Dans l’interview suivante qu’elle a bien voulu accorder au Rénovateur Quotidien, Madame Maimouna Alpha Sy, Secrétaire Générale du Collectif des veuves, analyse l’évolution actuelle du dossier du passif humanitaire tout en exprimant ses craintes de voir cette question étouffée par la mauvaise volonté politique ou la loi des bourreaux…
Le Rénovateur : Vous suivez de près l’évolution du dossier du passif humanitaire. En tant que veuve, qu’est-ce qui a changé par rapport à cette question depuis le discours du Président de la République Sidi Mohamed Ould Cheikh Abdallahi ?
Madame Maimouna Alpha Sy : Durant les événements de 1991, nos maris qui travaillaient dans l’armée ont été tués dans des circonstances tenues secrètes. C’est le cas de mon mari qui était un lieutenant de la douane assassiné à la brigade de gendarmerie de Nouadhibou. ( Elle se tut un moment l’air triste Ndlr ), il y a eu des centaines de disparus et d’assassinés. Pourquoi ? On se pose toujours la question. On nous a fait croire par la suite qu’ils fomentaient un coup d’état. Mais au fond on a su que c’était plutôt une épuration ethnique.
Depuis lors, on se bat pour que justice soit faite et la vérité dite sur ces massacres. Lorsque le gouvernement de la transition s’est installé, nous avions cru qu’il y aurait un changement. Mais ce fut une déception pour nous. Le Président Ely n’a même pas daigné parler de ce dossier. Il a reçu dans son palais tout le monde sauf les victimes du passif humanitaire. Et depuis le discours du nouveau Président de la République Sidi Mohamed Ould Cheikh Abdallahi, il y a eu un grand espoir qui s’est dessiné. Mais…mais jusqu’à présent, il n y a encore rien de concret.

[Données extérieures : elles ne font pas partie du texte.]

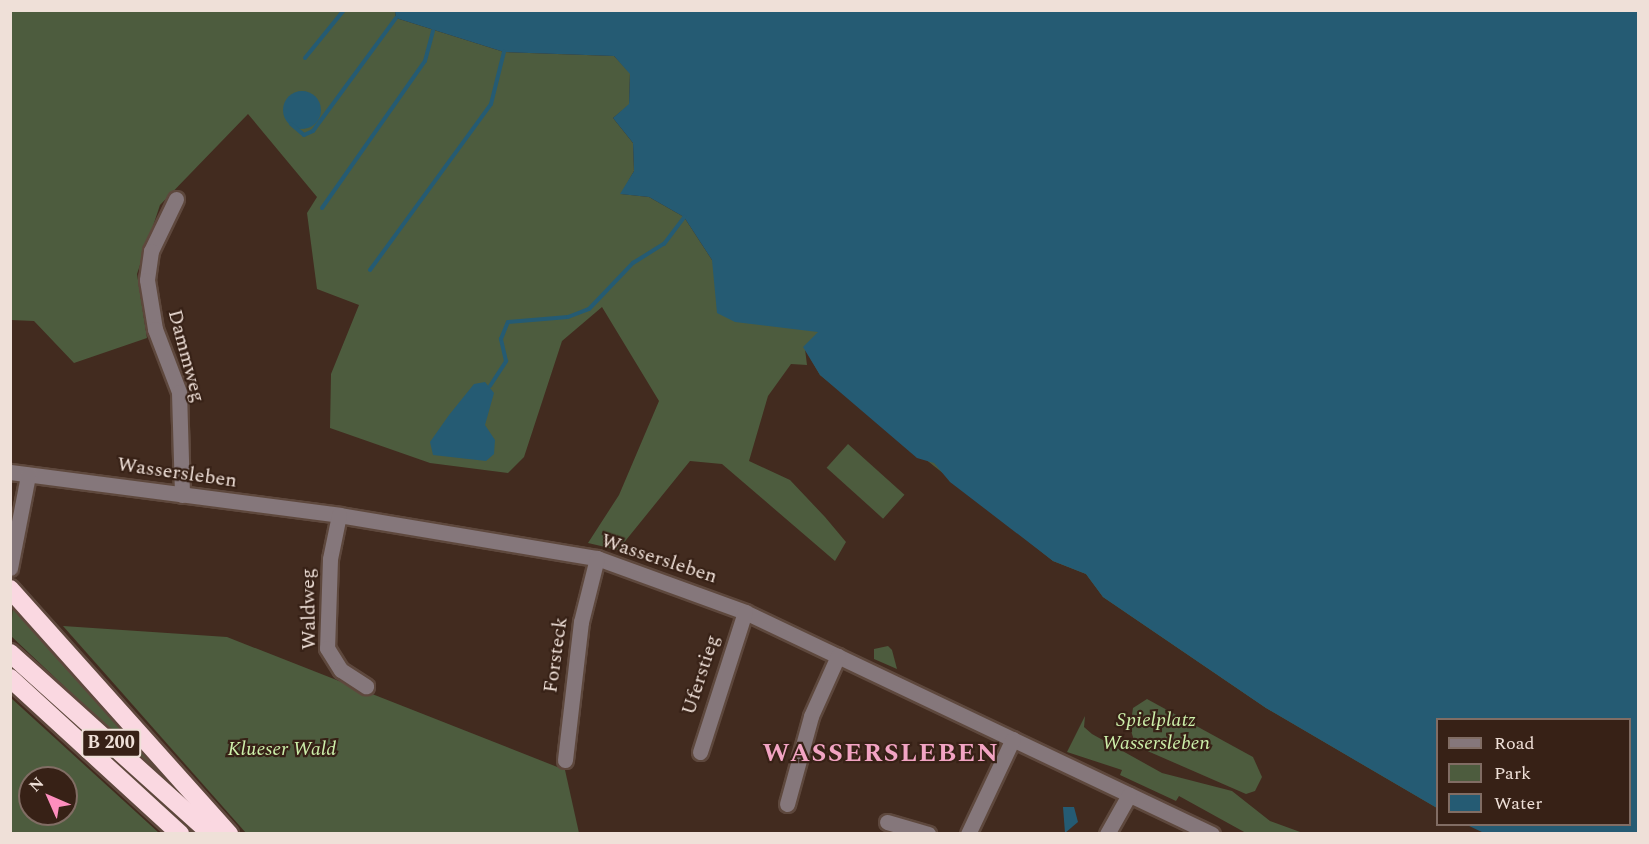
<!DOCTYPE html>
<style>
body{margin:0}
#map{position:relative;width:1649px;height:844px;overflow:hidden;background:#422b1f;font-family:Spectral,serif}
div>[style]{position:absolute}
[style*='--x']{left:calc(var(--x)*1px);top:calc(var(--y)*1px);width:calc(var(--w)*1px);rotate:calc(var(--a)*1deg)}
.green>*{inset:0;background:#4d5c3e;transform-origin:0 0}
.water>*{inset:0;background:#255b73}
.round{border-radius:50%}
.stream>*{height:4px;margin:-2px;padding:0 2px;transform-origin:2px;border-radius:2px;background:#255b73}
.roads{filter:drop-shadow(2px 0 #5e483d) drop-shadow(-2px 0 #5e483d) drop-shadow(0 2px #5e483d) drop-shadow(0 -2px #5e483d)}
.minor>*{height:15px;margin:-7.5px;padding:0 7.5px;transform-origin:7.5px;border-radius:7.5px;background:#85777b}
.highway>*{height:18px;margin:-9px;padding:0 9px;transform-origin:9px;border-radius:9px;background:#fad8e1}
span{translate:-50% -50%;white-space:nowrap;text-align:center;line-height:1.15;-webkit-text-stroke:4.5px #372116;paint-order:stroke}
.shield-label span{padding:2px 4px;background:#372116;border:2px solid;border-radius:4px;-webkit-text-stroke-width:0}
.shield-label{font-size:18px;color:#efe0d8;font-weight:700}
.street-label{font-size:20px;color:#efe0d8}
.park-label{font-size:20px;color:#cdf0aa;font-style:italic}
.district-label{font-size:26px;color:#f2a4c3;font-weight:700;letter-spacing:1.5px}
.frame{position:absolute;inset:0;border:12px solid #efe0d8;pointer-events:none}
.legend{position:absolute;left:1436px;top:718px;width:195px;height:108px;box-sizing:border-box;background:#372116;border:2px solid #816d64;margin:0;padding:8px 10px;list-style:none;font-size:18px;color:#efe0d8}
.legend li{display:flex;align-items:center;gap:12px;height:30px}
.legend b{width:30px;border:2px solid #816d64}
.north{position:absolute;left:18px;top:766px;width:60px;height:60px;box-sizing:border-box;background:#372116;border:2px solid #816d64;border-radius:50%;rotate:315deg;font-size:16px;font-weight:700;line-height:24px;text-align:center;color:#efe0d8}
.north::after{content:'';display:block;margin:auto;width:21px;height:27px;background:#fe8ebe;clip-path:polygon(50% 0,100% 100%,50% 72%,0 100%)}
</style>
<div id="map">
<div class="green">
<div style="clip-path:polygon(10px 11px,395px 11px,396px 18px,504px 52px,614px 56px,630px 73px,629px 105px,613px 118px,633px 143px,634px 171px,621px 194px,649px 197px,684px 217px,712px 260px,1438px 720px,1437px 808px,1266px 708px,1103px 597px,1086px 574px,1053px 561px,820px 375px,805px 349px,807px 365px,791px 364px,768px 396px,749px 461px,790px 480px,825px 517px,846px 542px,835px 561px,722px 464px,690px 461px,618px 550px,588px 543px,619px 495px,659px 401px,602px 307px,562px 341px,524px 457px,508px 473px,430px 463px,330px 428px,331px 374px,359px 305px,317px 289px,307px 213px,317px 197px,248px 114px,160px 205px,137px 274px,147px 338px,74px 363px,34px 321px,11px 320px)"></div>
<div style="left:848px;top:444px;width:76px;height:32px;rotate:42deg"></div>
<div style="clip-path:polygon(13px 603px,197px 812px,11px 636px)"></div>
<div style="clip-path:polygon(63px 626px,227px 637px,565px 770px,579px 833px,246px 833px)"></div>
<div style="clip-path:polygon(888px 646px,892px 650px,897px 669px,874px 659px,874px 649px)"></div>
<div style="clip-path:polygon(evenodd,11px 698px,159px 833px,11px 833px,11px 698px,30px 778px,66px 778px,66px 814px,30px 814px,30px 778px)"></div>
<div style="clip-path:polygon(1147px 699px,1253px 757px,1262px 777px,1255px 791px,1246px 794px,1136px 746px,1130px 728px,1133px 708px)"></div>
<div style="clip-path:polygon(1085px 716px,1084px 727px,1092px 734px,1162px 773px,1232px 791px,1270px 821px,1303px 833px,1246px 833px,1179px 796px,1176px 801px,1120px 775px,1122px 770px,1067px 752px)"></div>
</div>
<div class="water">
<div style="clip-path:polygon(395px 11px,1638px 11px,1638px 833px,1484px 833px,1467px 825px,1630px 824px,1630px 720px,1438px 720px,1437px 808px,1266px 708px,1103px 597px,1086px 574px,1053px 561px,950px 482px,934px 463px,917px 458px,820px 375px,803px 347px,818px 332px,735px 322px,717px 313px,712px 260px,684px 217px,649px 197px,620px 194px,634px 171px,633px 143px,613px 118px,629px 104px,630px 74px,614px 56px,504px 52px,396px 18px)"></div>
<div class="round" style="left:283px;top:91px;width:38px;height:38px"></div>
<div style="clip-path:polygon(485px 382px,494px 393px,485px 425px,495px 440px,494px 454px,486px 461px,433px 455px,430px 442px,449px 415px,474px 384px)"></div>
<div style="clip-path:polygon(1074px 807px,1078px 822px,1065px 833px,1063px 807px)"></div>
</div>
<div class="stream">
<div style="--x:305;--y:58;--w:62;--a:-50.9"></div>
<div style="--x:291;--y:124;--w:17;--a:40"></div>
<div style="--x:304;--y:135;--w:10;--a:-24"></div>
<div style="--x:313;--y:131;--w:140;--a:-53.7"></div>
<div style="--x:322;--y:208;--w:179;--a:-55"></div>
<div style="--x:425;--y:61;--w:31;--a:-75"></div>
<div style="--x:370;--y:270;--w:205;--a:-53.9"></div>
<div style="--x:491;--y:104;--w:54;--a:-76"></div>
<div style="--x:490;--y:386;--w:30;--a:-57"></div>
<div style="--x:506;--y:361;--w:23;--a:-103"></div>
<div style="--x:501;--y:339;--w:18;--a:-68"></div>
<div style="--x:508;--y:322;--w:60;--a:-4.8"></div>
<div style="--x:568;--y:317;--w:22;--a:-21"></div>
<div style="--x:589;--y:309;--w:64;--a:-46.3"></div>
<div style="--x:633;--y:263;--w:36;--a:-32"></div>
<div style="--x:664;--y:244;--w:34;--a:-53"></div>
</div>
<div class="roads">
<div class="minor">
<div style="--x:176;--y:199;--w:58;--a:115.7"></div>
<div style="--x:151;--y:251;--w:29;--a:98"></div>
<div style="--x:147;--y:280;--w:50;--a:80.7"></div>
<div style="--x:155;--y:329;--w:67;--a:69.1"></div>
<div style="--x:179;--y:392;--w:103;--a:88.3"></div>
<div style="--x:10;--y:472;--w:332;--a:7.4"></div>
<div style="--x:339;--y:515;--w:262;--a:9.5"></div>
<div style="--x:597;--y:558;--w:158;--a:20"></div>
<div style="--x:745;--y:612;--w:517;--a:25.43"></div>
<div style="--x:339;--y:515;--w:45;--a:101.6"></div>
<div style="--x:330;--y:559;--w:89;--a:91.9"></div>
<div style="--x:327;--y:648;--w:26;--a:58"></div>
<div style="--x:341;--y:670;--w:30;--a:33"></div>
<div style="--x:10;--y:568;--w:95;--a:-79"></div>
<div style="--x:700;--y:752;--w:147;--a:-72.2"></div>
<div style="--x:565;--y:760;--w:139;--a:-83.4"></div>
<div style="--x:581;--y:622;--w:66;--a:-76"></div>
<div style="--x:787;--y:804;--w:91;--a:-74.7"></div>
<div style="--x:811;--y:716;--w:66;--a:-65.8"></div>
<div style="--x:887;--y:822;--w:43;--a:16.3"></div>
<div style="--x:968;--y:834;--w:105;--a:-64.7"></div>
<div style="--x:1107;--y:834;--w:45;--a:-60.6"></div>
</div>
<div class="highway">
<div style="--x:10;--y:589;--w:329;--a:48.2"></div>
<div style="--x:10;--y:653;--w:270;--a:42"></div>
<div style="--x:10;--y:678;--w:231;--a:42.5"></div>
</div>
</div>
<div class="shield-label">
<span style="left:111px;top:743px">B 200</span>
</div>
<div class="street-label">
<span style="left:186px;top:356px;rotate:75deg">Dammweg</span>
<span style="left:177px;top:473px;rotate:8deg">Wassersleben</span>
<span style="left:659px;top:559px;rotate:18deg">Wassersleben</span>
<span style="left:309px;top:609px;rotate:-91deg">Waldweg</span>
<span style="left:556px;top:655px;rotate:-82deg">Forsteck</span>
<span style="left:701px;top:675px;rotate:-72deg">Uferstieg</span>
</div>
<div class="park-label">
<span style="left:1156px;top:732px">Spielplatz<br>Wassersleben</span>
<span style="left:282px;top:749px">Klueser Wald</span>
</div>
<div class="district-label">
<span style="left:881px;top:754px">WASSERSLEBEN</span>
</div>
<div class="frame"></div>
<ul class="legend">
<li><b style="height:8px;background:#85777b"></b>Road</li>
<li><b style="height:16px;background:#4d5c3e"></b>Park</li>
<li><b style="height:16px;background:#255b73"></b>Water</li>
</ul>
<div class="north">N</div>
</div>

Le Rénovateur : Avez-vous engagé une action visant à approcher les autorités actuelles notamment le Président de la République pour reposer ce problème ?
Madame Maimouna Alpha Sy : Nous avons uniquement rencontré le Ministre de l’Intérieur et nous avons parlé de tous les problèmes relatifs à cette question. Le Ministre nous a rassuré du soutien de l’Etat. Nous attendons… Nous sommes prêts à discuter et à parler avec les autorités de ce pays.
Le Rénovateur : Estimez-vous que le règlement du passif humanitaire devra passer nécessairement par le jugement des bourreaux comme le préconisent certains ?
Madame Maimouna Alpha Sy : En aucun cas, nous ne pouvons pas pardonner. Nous n’oublierons jamais ce qui s’est passé. Et comment peut-on pardonner aussi alors que les tortionnaires sont là. Nous les voyons tous les jours. Ceux qui ont été tués : qu’est-ce qu’ils ont fait et pourquoi ont-ils été tués ? Nous nous posons toujours ces mêmes questions.
Le Rénovateur : Au sein de votre collectif, est-ce que vous continuez à mener des démarches pour faire avancer ce dossier sur le plan international ?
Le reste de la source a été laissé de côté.